Résumons la pensée de Dom Guéranger :

-les ennemis de Rome ont la haine du latin ;

-le latin est au principe de l’unité des catholiques ;

-le latin est l’arsenal de l’orthodoxie ;

-le latin n’éloigne pas les fidèles du devoir de rendre leur culte à Dieu. Bien au contraire ! Les églises catholiques restent pleines, celles des Réformés se vident de plus en plus ;

-le latin par son caractère sacré permet de garder le sens du mystère nécessaire à la foi du peuple.

 

§-4 Mgr Lefebvre et le latin liturgique :

 

Mgr Lefebvre dans son « Itinéraire spirituelle » n’a pas de mot assez fort pour fustiger ce refus de la Romanité, de la langue latine dans le culte divin : C’est sa 3ème note complémentaire.
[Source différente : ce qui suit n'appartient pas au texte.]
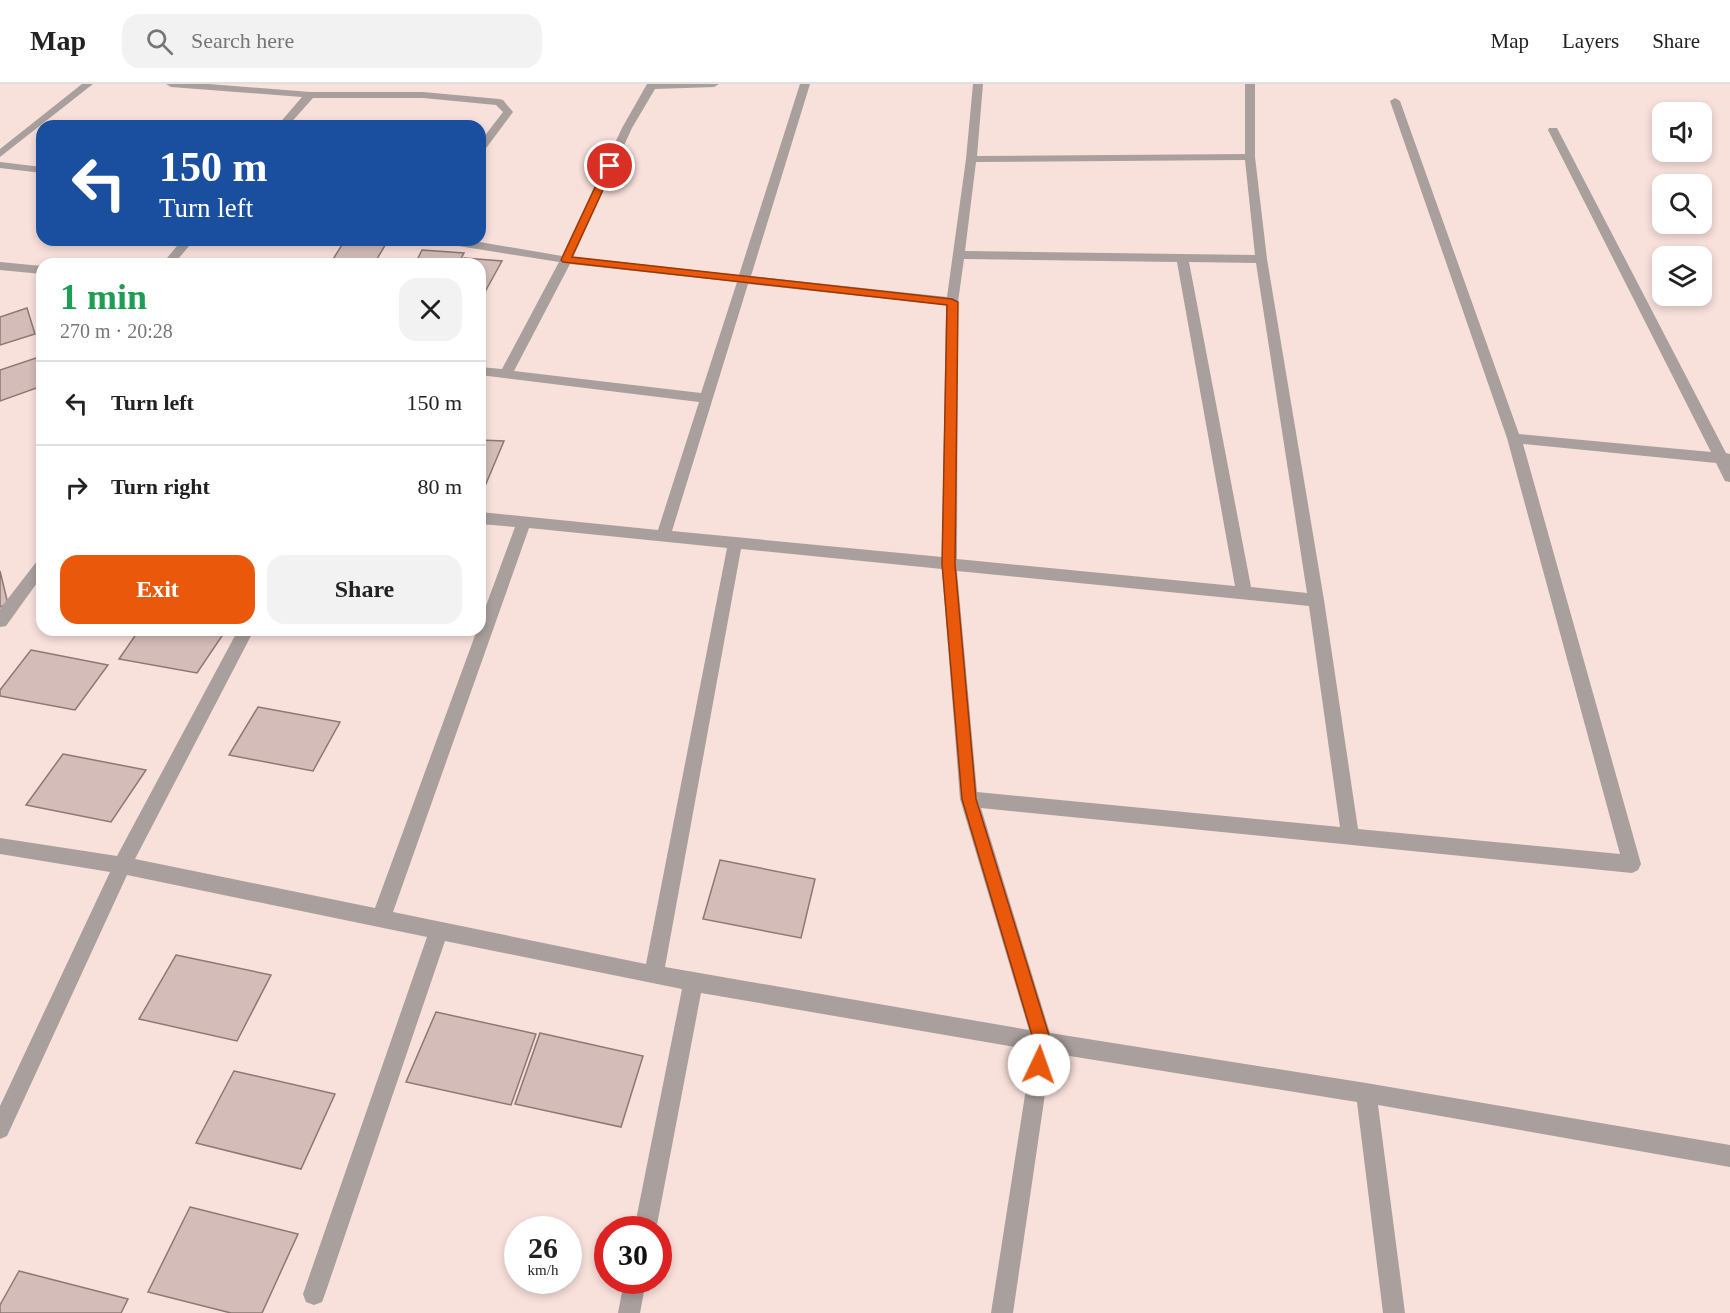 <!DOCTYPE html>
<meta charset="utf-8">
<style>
body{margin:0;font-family:Georgia,serif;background:#f2f2f2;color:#222;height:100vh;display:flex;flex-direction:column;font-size:22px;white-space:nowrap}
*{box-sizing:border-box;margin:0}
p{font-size:20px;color:#767676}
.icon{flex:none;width:33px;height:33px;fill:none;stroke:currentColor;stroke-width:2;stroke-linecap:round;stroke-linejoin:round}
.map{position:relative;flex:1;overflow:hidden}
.details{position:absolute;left:36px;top:174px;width:450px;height:378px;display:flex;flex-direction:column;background:#fff;border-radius:18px;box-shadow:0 3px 9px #0003}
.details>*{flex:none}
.hud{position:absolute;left:36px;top:36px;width:450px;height:126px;border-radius:18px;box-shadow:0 3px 9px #0003;background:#1a4fa0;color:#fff;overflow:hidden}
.tools{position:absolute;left:1652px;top:18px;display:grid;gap:12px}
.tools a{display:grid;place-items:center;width:60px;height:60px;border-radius:12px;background:#fff;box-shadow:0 3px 9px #0003;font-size:30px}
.speed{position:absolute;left:504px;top:1132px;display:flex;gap:12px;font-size:30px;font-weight:700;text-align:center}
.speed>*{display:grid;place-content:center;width:78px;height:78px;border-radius:50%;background:#fff;box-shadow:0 3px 9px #0003;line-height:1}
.speed small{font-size:15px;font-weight:400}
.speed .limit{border:9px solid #d22;background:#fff;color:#111}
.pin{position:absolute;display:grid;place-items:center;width:51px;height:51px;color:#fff;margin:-26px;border:3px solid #fff;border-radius:50%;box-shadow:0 2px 6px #0007}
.me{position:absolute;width:66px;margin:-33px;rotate:3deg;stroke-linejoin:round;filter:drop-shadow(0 0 4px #0008)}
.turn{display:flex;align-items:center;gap:21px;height:126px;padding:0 24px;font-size:27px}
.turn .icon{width:78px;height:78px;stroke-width:2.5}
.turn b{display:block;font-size:42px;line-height:51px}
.round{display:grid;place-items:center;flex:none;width:63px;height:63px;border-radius:18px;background:#f2f2f2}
.overview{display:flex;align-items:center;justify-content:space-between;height:102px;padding:0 24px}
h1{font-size:36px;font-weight:800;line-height:45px;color:#1e9e55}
.primary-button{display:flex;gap:12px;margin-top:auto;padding:12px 24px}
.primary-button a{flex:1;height:69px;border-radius:18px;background:#ea580c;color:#fff;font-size:24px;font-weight:800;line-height:69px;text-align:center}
.primary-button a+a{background:#f2f2f2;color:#222}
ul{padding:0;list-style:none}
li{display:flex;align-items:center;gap:18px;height:84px;padding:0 24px;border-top:2px solid #e0e0e0}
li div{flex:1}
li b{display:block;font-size:22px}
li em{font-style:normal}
header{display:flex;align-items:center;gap:36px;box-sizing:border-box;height:84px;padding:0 30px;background:#fff;border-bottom:2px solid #e0e0e0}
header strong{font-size:28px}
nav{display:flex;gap:33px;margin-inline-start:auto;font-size:21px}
.search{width:420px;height:54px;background:#f2f2f2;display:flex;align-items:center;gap:15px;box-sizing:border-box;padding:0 21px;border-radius:18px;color:#767676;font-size:22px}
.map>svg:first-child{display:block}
.building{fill:#d4bcb8;stroke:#8d7874;stroke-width:1.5}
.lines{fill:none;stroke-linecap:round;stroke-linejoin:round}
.minor{fill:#a99f9d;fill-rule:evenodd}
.route{fill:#ea580c;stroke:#983908;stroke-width:1.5}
</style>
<header>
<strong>Map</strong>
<div class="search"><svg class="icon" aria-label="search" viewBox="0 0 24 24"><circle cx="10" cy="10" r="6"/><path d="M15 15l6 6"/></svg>Search here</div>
<nav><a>Map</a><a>Layers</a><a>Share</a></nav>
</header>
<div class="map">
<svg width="1730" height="1229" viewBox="0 0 1730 1229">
<rect width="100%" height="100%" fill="#f8e0db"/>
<!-- building -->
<path class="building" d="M345,156H369L387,158L374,180H330Z
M422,166L464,169L458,180H415Z
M464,174L502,177L480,217V180H461Z
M27,224L35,250L0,261V233Z
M42,272V302L0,317V286Z
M480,356L504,357L480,414Z
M0,487L8,520L0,523Z
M139,546H226L197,589L119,575Z
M31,566L108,581L75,626L0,612V606Z
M258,623L340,638L313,687L229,671Z
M63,670L146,686L111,738L26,721Z
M720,776L815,795L801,854L703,835Z
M176,871L271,891L237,957L139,935Z
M436,928L536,950L511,1021L406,998Z
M540,949L643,972L621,1043L515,1020Z
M234,987L335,1010L301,1085L196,1059Z
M190,1123L298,1150L262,1229H231L148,1208Z
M19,1187L128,1215L121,1229H0V1221Z"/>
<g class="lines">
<!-- minor -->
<path class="minor" d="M82,0H93L0,73V65Z
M166,0H209L310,8H423L499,15L503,16L513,28L484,67L480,68V58L503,28L496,21L423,14H313L288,42H277L302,13L171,3Z
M647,0H719L714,3L655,5L632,44L573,173L739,191L800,0H810L751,192L947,213L966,75L973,0H983L977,72L1245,70V0H1255V73L1267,175L1324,516L1358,745L1620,770L1507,354L1390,17L1395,14L1400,17L1519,350L1711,368L1548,46L1549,44H1557L1726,369L1730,370V398L1725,397L1716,379L1523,360L1641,780L1638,786L1632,789L981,724L1050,949L1366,999L1730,1061V1083L1378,1021L1405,1229H1383L1357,1018L1051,969L1013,1229H991L1032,966L701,909L656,1146H634L682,905L445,857L325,1210L322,1218L314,1221L306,1218L303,1210L427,853L127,791L7,1052L0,1055V1022L110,788L0,770V754L117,772L238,546H254L135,775L375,824L477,546H480V538L515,443L480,440V428L658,446L699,318L480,291V283L502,285L559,178L446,160L440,156H468L562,172L622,44ZM1245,76L1255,171L965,167L976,78ZM964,175L1177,178L1235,502L957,475L958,218ZM1189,178L1256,179L1307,509L1251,503ZM570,180L737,198L701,309L514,287ZM748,200L946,221L942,473L672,447ZM529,444L727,464L646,880L393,828ZM741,465L942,485L960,715L1029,946L665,883ZM957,487L1309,522L1340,743L977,708Z
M0,78L42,83V89L0,84Z
M182,156H194L174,180H162Z
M0,178L42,182V190L0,186Z
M42,475V492L6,542L0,543V525L37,477Z
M624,1197H646L640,1229H618Z"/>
</g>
<!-- route -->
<path class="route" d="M610,79L614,82L572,173L952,215L958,218L955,480L976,715L1051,958L1045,986L1039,989L1033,986L1031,981L1034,958L962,715L942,480L947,221L563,178L561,176L605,82Z"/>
</svg>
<div class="tools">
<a><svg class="icon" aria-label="sound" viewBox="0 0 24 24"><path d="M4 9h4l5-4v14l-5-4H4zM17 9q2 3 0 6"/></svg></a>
<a><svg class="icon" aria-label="search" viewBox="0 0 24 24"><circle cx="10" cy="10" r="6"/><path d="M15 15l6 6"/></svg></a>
<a><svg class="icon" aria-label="layers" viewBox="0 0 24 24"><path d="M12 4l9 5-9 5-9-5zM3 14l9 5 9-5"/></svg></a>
</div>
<div class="speed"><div>26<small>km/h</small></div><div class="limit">30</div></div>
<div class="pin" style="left:610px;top:82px;background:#d93025"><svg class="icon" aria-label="arrive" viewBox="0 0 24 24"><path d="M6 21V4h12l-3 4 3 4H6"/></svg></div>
<svg class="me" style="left:1039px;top:981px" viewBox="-20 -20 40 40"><circle r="19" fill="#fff"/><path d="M0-13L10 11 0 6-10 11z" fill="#ea580c"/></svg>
<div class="hud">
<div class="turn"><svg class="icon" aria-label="left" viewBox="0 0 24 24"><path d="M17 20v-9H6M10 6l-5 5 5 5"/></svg><div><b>150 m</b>Turn left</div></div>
</div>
<section class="details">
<div class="overview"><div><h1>1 min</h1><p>270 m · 20:28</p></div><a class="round"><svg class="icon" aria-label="close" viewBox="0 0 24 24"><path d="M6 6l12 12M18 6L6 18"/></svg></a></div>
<ul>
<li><svg class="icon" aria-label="left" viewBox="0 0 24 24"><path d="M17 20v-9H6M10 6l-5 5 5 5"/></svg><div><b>Turn left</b></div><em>150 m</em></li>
<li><svg class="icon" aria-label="right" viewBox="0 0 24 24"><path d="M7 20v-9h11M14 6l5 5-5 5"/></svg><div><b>Turn right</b></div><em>80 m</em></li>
</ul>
<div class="primary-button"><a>Exit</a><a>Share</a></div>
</section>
</div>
Elle a pour titre

 

3- Le choix providentiel de Rome, comme Siège de Pierre et les bienfaits de ce choix pour la croissance du Corps Mystique de NSJC

 

« Je crois devoir ajouter quelques lignes pour attirer l’attention de nos prêtres et de nos séminaristes sur le fait incontestable des influences romaines sur notre spiritualité, sur notre liturgie, et même sur notre théologie

 

On ne peut nier que ce soit là un fait providentiel : Dieu qui conduit toutes choses, a dans sa sagesse infinie préparé Rome a devenir le siège de Pierre et le centre du rayonnement de l’Evangile. D’où l’adage « Unde Christo e Romano ».

Dom Guéranger dans son « Histoire de sainte Cécile » montre la grande part qu’ont pris les membres des grandes familles romaines dans la fondation de l’Eglise, donnant leurs biens et leur sang pour la victoire et le règne de Jésus-Christ. Notre liturgie romaine en est le témoin fidèle.

 

La Romanité n’est pas un vain mot. La langue latine en est un exemple important. Elle a porté l’expression de la foi et du culte catholique jusqu’aux confins du monde. Et les peuples convertis étaient fiers de chanter leur foi dans cette langue, symbole réel de l’unité de la foi catholique.

 

Les schismes et les hérésies ont souvent commencé par une rupture avec la Romanité, rupture avec la liturgie romaine, avec le latin, avec la théologies des Pères et des théologiens latins et romains.

 

C’est cette force de la foi catholique enracinée dans la Romanité, que la Maçonnerie a voulu faire disparaître en occupant les Etats pontificaux et en enfermant la Rome catholique dans la Cité du Vatican. Cette occupation de Rome par les Maçons a permis l’infiltration dans l’Eglise, du modernisme et la destruction de la Rome catholique par les clercs et les Papes modernistes qui s’empressent de détruire tout vestiges de « Romanité » : la langue latine, la liturgie romaine. Le pape slave est le plus acharné à changer le peu que gardait le Traité du Latran et le Concordat. Rome n’est plus ville sacrée. Il encourage l’implantation des fausses religions à Rome, y accomplit de scandaleuses réunions œcuméniques, pousse partout à l’inculturation de la liturgie, détruisant les derniers vestiges de la liturgie romaine. Il a modifié dans la pratique le statut de l’Etat du Vatican. Il a renoncé au couronnement, refusant ainsi d’être chef d’Etat. Cet acharnement contre la « Romanité » est un signe infaillible de rupture avec la foi catholique, qu’il ne défend plus.

 

Les Universités pontificales romaines sont devenues des chaires de pestilence moderniste. La mixité de la Grégorienne est un scandale perpétuel.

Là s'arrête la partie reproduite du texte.